Kolumbianer blutüberströmt

Radprofi prallt mit Kopf in Teamfahrzeug – Tour-Aus

24.07.2026 – 20:51 UhrLesedauer: 1 Min.

Blutüberströmt: Einer Rubio wird von den Rennärzten nach seinem folgenschweren Crash versorgt. (Quelle: Mosa’ab Elshamy)

Ein Begleitfahrzeug muss wegen der Fanmassen auf dem Weg nach Alpe d’Huez abrupt bremsen. Einer Rubio kann nicht mehr ausweichen und kracht in die Heckscheibe. Die Folgen sind massiv.

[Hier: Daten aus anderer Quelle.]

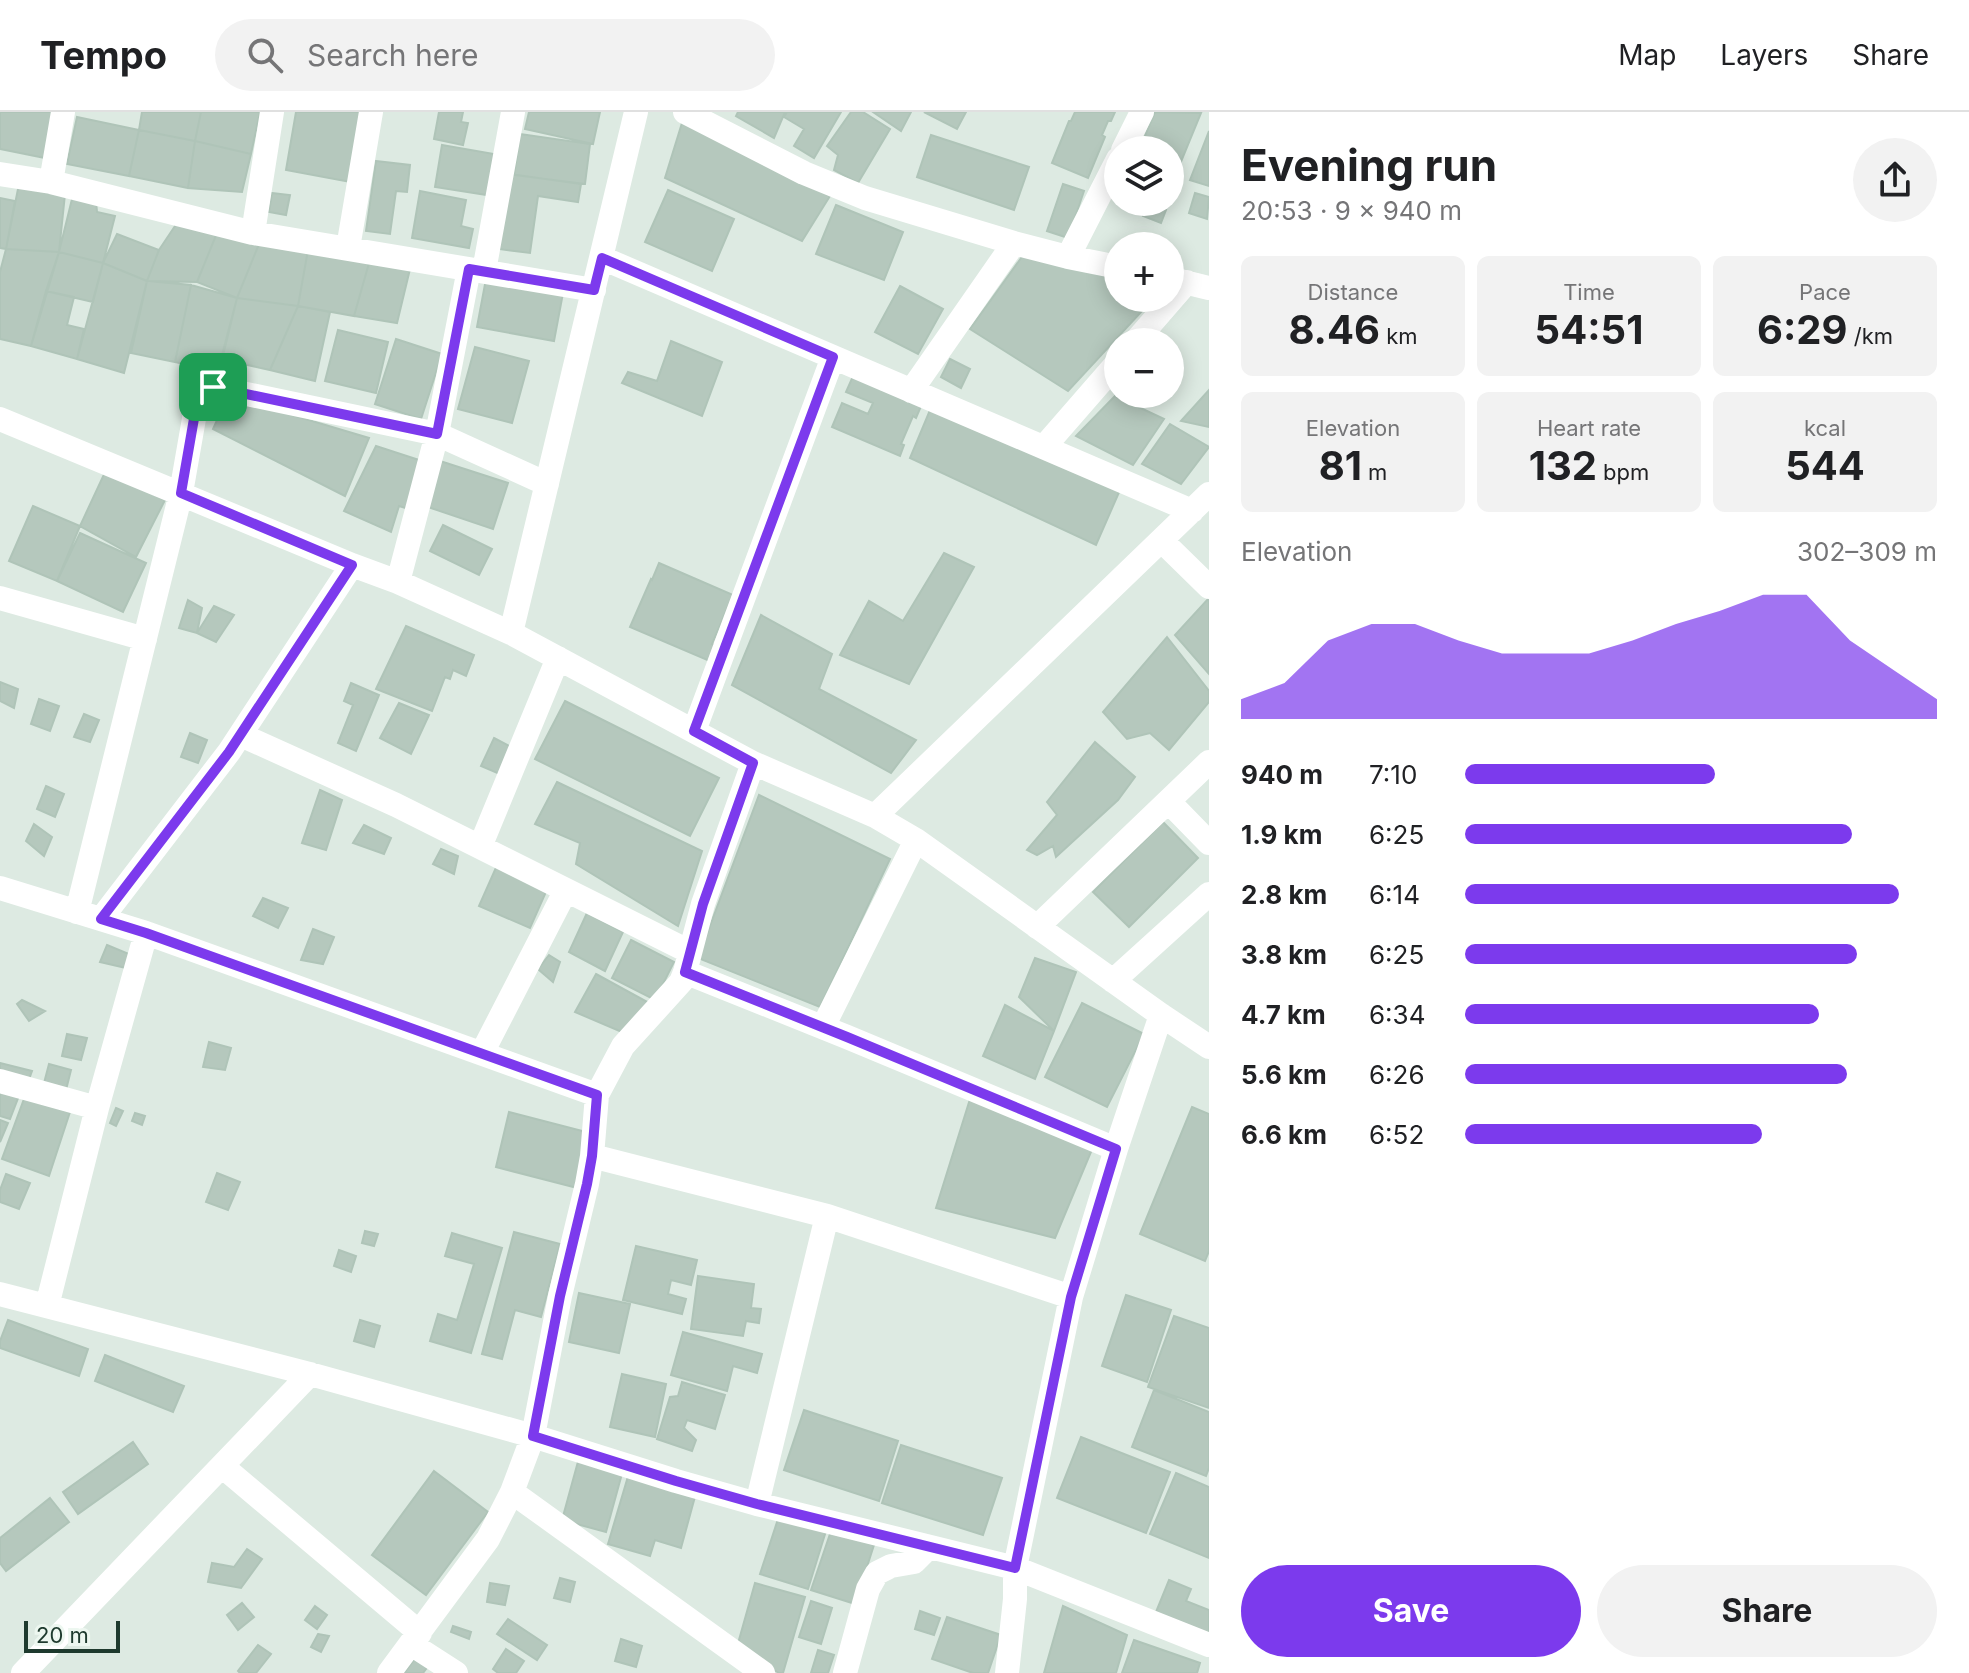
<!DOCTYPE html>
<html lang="en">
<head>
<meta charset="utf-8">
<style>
  :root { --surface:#fff; --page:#f2f2f2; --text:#202124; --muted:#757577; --line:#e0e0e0; --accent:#7c3aed }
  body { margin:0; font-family:Inter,sans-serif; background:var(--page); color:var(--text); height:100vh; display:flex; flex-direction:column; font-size:30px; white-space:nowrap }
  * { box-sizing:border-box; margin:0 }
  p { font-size:26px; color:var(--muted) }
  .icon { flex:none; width:44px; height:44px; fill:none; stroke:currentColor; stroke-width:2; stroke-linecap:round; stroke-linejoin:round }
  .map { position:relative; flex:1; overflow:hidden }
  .details { display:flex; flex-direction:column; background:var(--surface); width:760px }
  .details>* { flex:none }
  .tools { position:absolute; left:1104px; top:24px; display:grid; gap:16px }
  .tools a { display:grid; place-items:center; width:80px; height:80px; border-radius:50%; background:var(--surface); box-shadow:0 4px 20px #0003; font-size:40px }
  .scale { position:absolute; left:24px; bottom:20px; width:96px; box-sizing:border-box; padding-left:8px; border:4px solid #1e3a2e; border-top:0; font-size:22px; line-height:28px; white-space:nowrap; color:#1e3a2e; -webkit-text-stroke:6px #edf7f0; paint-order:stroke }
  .pin { position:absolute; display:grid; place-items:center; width:68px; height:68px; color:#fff; margin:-34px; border-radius:16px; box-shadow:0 4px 12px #0006 }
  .round { display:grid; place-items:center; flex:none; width:84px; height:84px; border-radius:42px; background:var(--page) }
  .head { display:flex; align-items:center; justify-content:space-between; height:136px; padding:0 32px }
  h1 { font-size:44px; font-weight:700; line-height:60px }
  .stats { display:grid; grid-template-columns:repeat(3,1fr); gap:12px; height:136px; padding:8px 32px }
  .stats div { display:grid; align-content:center; border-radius:12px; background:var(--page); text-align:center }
  .stats b { font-size:40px; font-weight:700 }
  .stats small { font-size:22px; font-weight:400 }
  .stats p { font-size:22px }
  .chart { height:224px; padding:16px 32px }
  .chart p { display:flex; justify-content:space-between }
  .chart svg { width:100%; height:144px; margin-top:8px; fill:var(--accent); opacity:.7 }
  .button { display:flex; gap:16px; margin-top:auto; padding:16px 32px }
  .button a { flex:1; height:92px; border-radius:48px; background:var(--accent); color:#fff; font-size:32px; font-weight:700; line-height:92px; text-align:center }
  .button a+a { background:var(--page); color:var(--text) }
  ul { padding:0 32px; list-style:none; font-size:26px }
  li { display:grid; grid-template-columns:128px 96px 1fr; align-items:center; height:60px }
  li i { height:20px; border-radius:10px; background:var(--accent) }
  header { display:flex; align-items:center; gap:48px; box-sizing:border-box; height:112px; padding:0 40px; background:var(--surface); border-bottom:2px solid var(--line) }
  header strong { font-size:38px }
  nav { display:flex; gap:44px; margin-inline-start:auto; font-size:28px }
  .search { width:560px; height:72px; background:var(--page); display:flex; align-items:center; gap:20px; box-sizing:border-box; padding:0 28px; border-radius:44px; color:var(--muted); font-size:30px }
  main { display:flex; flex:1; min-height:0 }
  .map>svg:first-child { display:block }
</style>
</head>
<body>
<header>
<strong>Tempo</strong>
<div class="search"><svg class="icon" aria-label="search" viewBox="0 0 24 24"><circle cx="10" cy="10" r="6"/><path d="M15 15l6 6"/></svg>Search here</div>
<nav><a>Map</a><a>Layers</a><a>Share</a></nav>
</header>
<main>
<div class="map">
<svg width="1209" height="1561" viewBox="0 0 1209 1561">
  <rect width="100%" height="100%" fill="#ddeae2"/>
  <!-- building -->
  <path fill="#b5c8bd" stroke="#afc4b8" stroke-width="2" d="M0 0H54L45 46 0 37Z
    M142 0H201L195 29 139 18Z
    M201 0H260L251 42 195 29Z
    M296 0H363L351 70 286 58Z
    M439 0H463L461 10 468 11 463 33 434 27Z
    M529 0H600L593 32 525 17Z
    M738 0H785L774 26 736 4Z
    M787 0H841L814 46 794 34 804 17 784 5Z
    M851 0H863L890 17 858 71 834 58 838 43 827 34Z
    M873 0H911L901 19Z
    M924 0H966L957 17Z
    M1075 0H1115L1111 9H1108L1102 23 1105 25 1088 66 1052 51 1069 9H1071Z
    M1155 0 1201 1 1176 62 1170 61V38H1139Z
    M77 5 139 18 129 64 67 52Z
    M682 11 830 84 802 129 665 66Z
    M139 18 195 29 188 76 129 64Z
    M1209 19V74L1190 68Z
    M520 22 590 32 585 72 514 63Z
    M931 23 1029 55 1014 98 917 65Z
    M195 29 251 42 242 80 188 76Z
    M442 33 494 42 487 83 435 75Z
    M376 49 410 53 407 80 396 79 390 122 366 119Z
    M510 62 581 72 578 90 538 84 530 141 499 137Z
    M19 72 65 82 59 140 6 137Z
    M1063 72 1084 79 1068 126 1047 119Z
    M668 78 734 107 712 159 645 130Z
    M420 79 466 88 461 114 473 117 469 136 412 126Z
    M272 81 290 83 286 103 269 100Z
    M1195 81 1209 85 1207 107 1189 101Z
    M73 83 96 89 97 100 115 104 103 151 59 140Z
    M0 86 15 89 6 137 0 136Z
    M1147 92 1166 98 1161 111 1143 104Z
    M836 93 903 120 884 168 816 142Z
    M177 111 219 116 197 170 147 169 159 138Z
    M219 116 259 132 237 186 197 170Z
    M117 122 159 138 147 169 103 151Z
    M259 132 308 138 298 194 237 186Z
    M6 137 59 140 31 234 0 227V160Z
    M308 138 369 151 354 204 298 194Z
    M59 140 103 151 93 190 46 179Z
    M1024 142 1118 166V186H1154L1068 279 970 217Z
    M103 151 147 169 124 261 77 247Z
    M369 151 410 157 397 211 354 204Z
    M486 167 563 181 554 229 477 215Z
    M147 169 191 173 175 250 131 241Z
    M191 173 237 186 219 260 175 250Z
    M900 174 943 197 918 242 875 220Z
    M46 179 74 185 67 213 84 217 77 247 31 234Z
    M237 186 298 194 270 258 221 247Z
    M298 194 330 200 315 269 270 258Z
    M338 218 388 230 376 281 325 269Z
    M396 227 442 242 421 307 375 292Z
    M671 229 722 250 702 304 622 271 628 260 657 269Z
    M475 235 529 249 512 311 458 297Z
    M950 247 970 257 961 276 941 265Z
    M854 262 924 287 916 306 913 304 901 332 904 333 900 344 832 315 842 291 868 302 873 291 846 280Z
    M1209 278V315L1181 309Z
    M228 284 369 326 345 384 213 317Z
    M1115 284 1164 307 1133 353 1076 324Z
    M930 298 1120 378 1096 433 910 346Z
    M1170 312 1209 335 1181 372 1142 352Z
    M376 334 425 350 412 398 399 394 391 420 344 399Z
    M440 349 508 371 493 417 425 394Z
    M106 358 165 388 136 445 80 414Z
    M33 394 80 414 57 469 9 449Z
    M443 413 492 437 479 463 430 439Z
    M80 421 146 451 123 500 57 469Z
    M944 441 974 455 909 572 840 543 869 489 903 509Z
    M659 451 733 483 712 532 719 534 712 550 630 515 651 467 652 468Z
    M1209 486V562L1175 523Z
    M188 488 202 496 197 521 179 516Z
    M214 494 234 503 216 530 197 521Z
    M761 503 832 542 819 577 916 628 891 661 732 573Z
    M406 514 474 543 466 564 453 558 450 567 445 565 432 599 376 577Z
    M1167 525 1209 579V590L1169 638 1150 621 1127 627 1103 600Z
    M0 570 18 577 14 596 0 589Z
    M351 571 379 583 356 639 338 631 353 593 344 589Z
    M39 587 59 594 50 619 31 612Z
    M565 589 719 666 690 724 535 647Z
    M399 591 429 603 411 642 380 626Z
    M84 602 99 608 90 630 74 625Z
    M190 621 207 628 198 651 181 645Z
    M494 626 513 636 502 663 481 654Z
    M1095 630 1135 665 1118 688 1056 745 1053 734 1037 743 1027 738 1057 703 1047 690Z
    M557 670 702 739 678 814 576 752 580 731 535 712Z
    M46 674 64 682 55 705 37 697Z
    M320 678 342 688 326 738 302 731Z
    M759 683 890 747 820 895 698 846Z
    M1163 710 1198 746 1129 815 1093 780Z
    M34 712 52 725 44 744 26 729Z
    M364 713 391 726 384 742 353 731Z
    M441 737 458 744 454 762 433 752Z
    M498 751 549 773 530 816 479 794Z
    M263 786 288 796 278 816 253 804Z
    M587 801 623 820 605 859 569 840Z
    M313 817 334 825 323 852 301 848Z
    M631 828 674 850 655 888 612 866Z
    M107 833 129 842 126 856 100 850Z
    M549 843 560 850 553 870 538 857Z
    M1035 846 1076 860 1054 919 1019 885Z
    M596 862 651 892 622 920 575 900Z
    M22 888 45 899 29 909 17 892Z
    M1082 891 1144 922 1107 995 1045 965Z
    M1005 893 1054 919 1035 967 983 944Z
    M67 922 87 926 81 948 62 944Z
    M209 930 231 936 225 958 203 955Z
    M0 951 32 959 27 973 0 966Z
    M49 952 71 958 66 978 44 971Z
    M0 974 20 981 10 1007 0 1004Z
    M24 987 70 1000 49 1064 2 1047Z
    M970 987 1093 1035 1055 1126 936 1096Z
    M1192 995 1209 1002V1139L1205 1149 1140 1122Z
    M116 996 123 999 116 1014 110 1011Z
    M509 1000 590 1021 581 1077 496 1055Z
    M135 1001 145 1004 142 1013 132 1009Z
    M0 1008 8 1011 0 1030Z
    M217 1061 240 1070 228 1098 206 1090Z
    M6 1062 30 1071 19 1097 0 1090V1078Z
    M365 1119 378 1122 374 1134 362 1131Z
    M514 1120 560 1132 541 1205 515 1198 502 1247 482 1242Z
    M452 1121 502 1136 471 1241 430 1229 438 1202 457 1208 474 1152 445 1144Z
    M636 1134 697 1148 691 1173 671 1168 668 1182 686 1187 682 1202 623 1188Z
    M339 1138 356 1144 351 1160 334 1154Z
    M698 1164 754 1172 751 1196 761 1197 759 1211 746 1209 743 1224 691 1217Z
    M579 1181 630 1192 619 1241 569 1230Z
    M1126 1183 1171 1198 1147 1270 1102 1254Z
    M1174 1204 1209 1216V1296L1148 1275Z
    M8 1208 88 1237 79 1264 0 1236V1229Z
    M360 1208 380 1214 374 1235 354 1229Z
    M683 1220 762 1242 757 1261 733 1254 727 1279 671 1263Z
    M105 1243 184 1274 173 1300 95 1269Z
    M622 1262 666 1272 655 1325 610 1315Z
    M682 1270 725 1283 715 1317 687 1308 684 1316 696 1328 692 1339 657 1327 670 1285 678 1284Z
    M1154 1278 1209 1300V1356L1206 1364 1132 1335Z
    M804 1298 898 1329 879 1389 784 1358Z
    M1081 1325 1170 1360 1146 1421 1057 1386Z
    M133 1330 148 1352 78 1402 63 1380Z
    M901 1333 1002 1366 983 1423 882 1391Z
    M579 1346 623 1358 606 1420 562 1408Z
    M434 1359 488 1400 426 1483 372 1443Z
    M629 1361 696 1381 681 1436 655 1428 650 1444 608 1432Z
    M1176 1361 1209 1375V1446L1150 1422Z
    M50 1386 69 1410 6 1459 0 1451V1426Z
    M779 1404 826 1419 808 1477 760 1462Z
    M831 1419 874 1433 855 1492 811 1478Z
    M247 1437 262 1447 241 1476 208 1470 212 1451 234 1455Z
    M560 1466 575 1470 570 1490 554 1486Z
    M1169 1468 1191 1477 1186 1489 1209 1498V1521L1156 1500Z
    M490 1471 509 1474 505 1493 487 1490Z
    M755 1471 805 1485 783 1561H779L737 1535Z
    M811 1489 832 1496 821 1532 799 1525Z
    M242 1491 254 1505 238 1518 227 1503Z
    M315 1494 327 1503 317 1517 305 1508Z
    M1063 1494 1127 1523 1116 1561H1044Z
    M920 1499 940 1506 934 1523 915 1517Z
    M947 1505 1001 1523 988 1561H973L932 1547Z
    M508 1507 547 1533 537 1548 497 1522Z
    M453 1514 471 1520 469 1527 451 1520Z
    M318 1522 329 1524 321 1540 311 1535Z
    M621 1527 642 1534 636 1555 615 1549Z
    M1134 1528 1200 1551 1197 1561H1122Z
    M258 1533 271 1542 256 1561H240L238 1559Z
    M506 1537 524 1549 516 1561H498L493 1557Z
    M818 1538 834 1543 828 1561H811Z
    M417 1544 429 1553 423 1561H404Z"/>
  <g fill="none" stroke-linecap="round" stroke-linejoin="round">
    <!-- minor -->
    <path stroke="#fff" stroke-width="24" d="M685 0 804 61 865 86 1014 131 1068 145
      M1123 38 1142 0
      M1118 47 1068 145 1118 155
      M0 62 51 70 253 121 594 178
      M51 70 63 0
      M253 121 272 0
      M348 136 371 0
      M602 146 1192 399
      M484 159 513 0
      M1172 167 1209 176
      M1135 230 1187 170
      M911 279 1014 131
      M0 307 352 453 398 470 511 521 753 651 875 704 916 728 1161 903 1209 935
      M1044 335 1118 250
      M1162 429 1209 475
      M398 470 437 322 469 157
      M0 486 145 527
      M511 521 636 0
      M694 619 833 245
      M241 623 396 693 690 840
      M1169 690 1209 731
      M875 704 1209 382
      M480 735 558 546
      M0 776 146 821 597 983
      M77 800 181 381 199 278 206 275H213L437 322 547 372
      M101 807 229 640 352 453
      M1037 815 1209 650
      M685 860 847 925 1116 1037
      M1113 869 1209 782
      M823 915 916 728
      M482 941 566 778
      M0 969 97 996
      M592 1044 827 1104 1071 1185
      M0 1182 310 1262 533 1324 676 1369 757 1392 1015 1456 1209 1533
      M47 1194 97 996 146 821
      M222 1354 420 1521
      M512 1380 763 1561
      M757 1392 827 1104
      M411 1532 456 1561
      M23 1561 310 1262
      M389 1561 488 1427 512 1380 533 1324 560 1184 587 1072 592 1044 597 983 623 934 681 870 685 860 703 792 753 651
      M845 1561 868 1477 877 1461 891 1454 914 1450 929 1435
      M1007 1561 1015 1487V1456L1071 1185 1116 1037 1161 903"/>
  </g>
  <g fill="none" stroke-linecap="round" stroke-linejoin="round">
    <!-- route casing -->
    <g stroke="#fff" stroke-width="16">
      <path id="route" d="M602 146 833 245 694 619 753 651 703 792 685 860 847 925 1116 1037 1071 1185 1015 1456 757 1392 676 1369 533 1324 560 1184 587 1072 592 1044 597 983 146 821 101 807 229 640 352 453 181 381 199 278 206 275H213L437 322 469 157 594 178Z"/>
    </g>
    <!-- route -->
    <use href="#route" stroke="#7c3aed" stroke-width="10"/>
  </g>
</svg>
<div class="tools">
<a><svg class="icon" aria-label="layers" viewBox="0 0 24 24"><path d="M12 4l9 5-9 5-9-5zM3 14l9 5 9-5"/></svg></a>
<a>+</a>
<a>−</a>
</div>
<div class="scale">20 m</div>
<div class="pin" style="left:213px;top:275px;background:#1e9e55"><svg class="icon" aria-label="arrive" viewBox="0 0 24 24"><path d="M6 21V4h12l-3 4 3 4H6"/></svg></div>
</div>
<section class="details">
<div class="head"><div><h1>Evening run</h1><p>20:53 · 9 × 940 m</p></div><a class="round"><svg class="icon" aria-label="share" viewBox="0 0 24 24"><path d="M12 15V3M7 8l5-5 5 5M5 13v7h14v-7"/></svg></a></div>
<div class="stats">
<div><p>Distance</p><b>8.46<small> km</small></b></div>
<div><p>Time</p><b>54:51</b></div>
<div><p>Pace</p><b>6:29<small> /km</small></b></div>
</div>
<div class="stats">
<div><p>Elevation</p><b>81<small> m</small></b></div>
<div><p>Heart rate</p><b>132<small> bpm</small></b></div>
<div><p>kcal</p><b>544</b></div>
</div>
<div class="chart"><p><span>Elevation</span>302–309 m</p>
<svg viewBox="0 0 160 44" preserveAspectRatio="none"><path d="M0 44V38L10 33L20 20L30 15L40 15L50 20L60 24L70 24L80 24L90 20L100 15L110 11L120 6L130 6L140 20L150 29L160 38V44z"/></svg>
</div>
<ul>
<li><b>940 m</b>7:10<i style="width:53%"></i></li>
<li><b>1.9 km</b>6:25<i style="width:82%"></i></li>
<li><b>2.8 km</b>6:14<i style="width:92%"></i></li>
<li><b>3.8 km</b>6:25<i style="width:83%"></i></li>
<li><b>4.7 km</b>6:34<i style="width:75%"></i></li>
<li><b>5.6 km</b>6:26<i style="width:81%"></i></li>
<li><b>6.6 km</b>6:52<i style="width:63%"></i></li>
</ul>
<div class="button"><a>Save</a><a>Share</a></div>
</section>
</main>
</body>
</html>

Der kolumbianische Radprofi Einer Rubio hat die Tour de France nach einem Sturz auf der 19. Etappe verlassen müssen. Am legendären Anstieg nach Alpe d’Huez prallte der 28-Jährige mit dem Kopf in die Heckscheibe eines Begleitfahrzeugs von Tadej Pogačars Team UAE, das in den Fanmassen stecken geblieben war – Rubio stürzte und blutete stark.

Etwa fünf Kilometer vor dem Ziel passierte der spätere Etappensieger Pogačar Rubio und kurz darauf auch dessen Begleitfahrzeug. Wenig später musste der Fahrer des Wagens eine Vollbremsung tätigen und der dahinter fahrende Rubio raste in das Auto. Dem Vernehmen nach hatte ein Fan versucht, die Straße zu überqueren, was die Vollbremsung auslöste.

Rubio musste mit 20 Stichen genäht werden

Rubio hatte keine Möglichkeit mehr zu bremsen. Er zog sich dabei Gesichtsverletzungen zu. „Einer Rubio musste nach dem Unfall, den er beim Aufstieg zur Alpe d’Huez erlitt, mit rund 20 Stichen im Gesicht genäht werden. Der Kolumbianer wird in ein Krankenhaus in Grenoble verlegt, wo weitere Untersuchungen durchgeführt werden, um das Ausmaß seiner Verletzungen festzustellen“, teilte sein Team Movistar mit.

Rund eine halbe Million Fans hatten den 13,8 Kilometer langen Schlussanstieg gesäumt – abgesperrt waren nur die letzten Kilometer. Der Giro-Etappensieger von 2023 musste das Rennen damit zwei Etappen vor dem Ende aufgeben. Den Tagessieg holte sich Tour-Dominator Tadej Pogačar, der dabei einen 31 Jahre alten Rekord pulverisierte.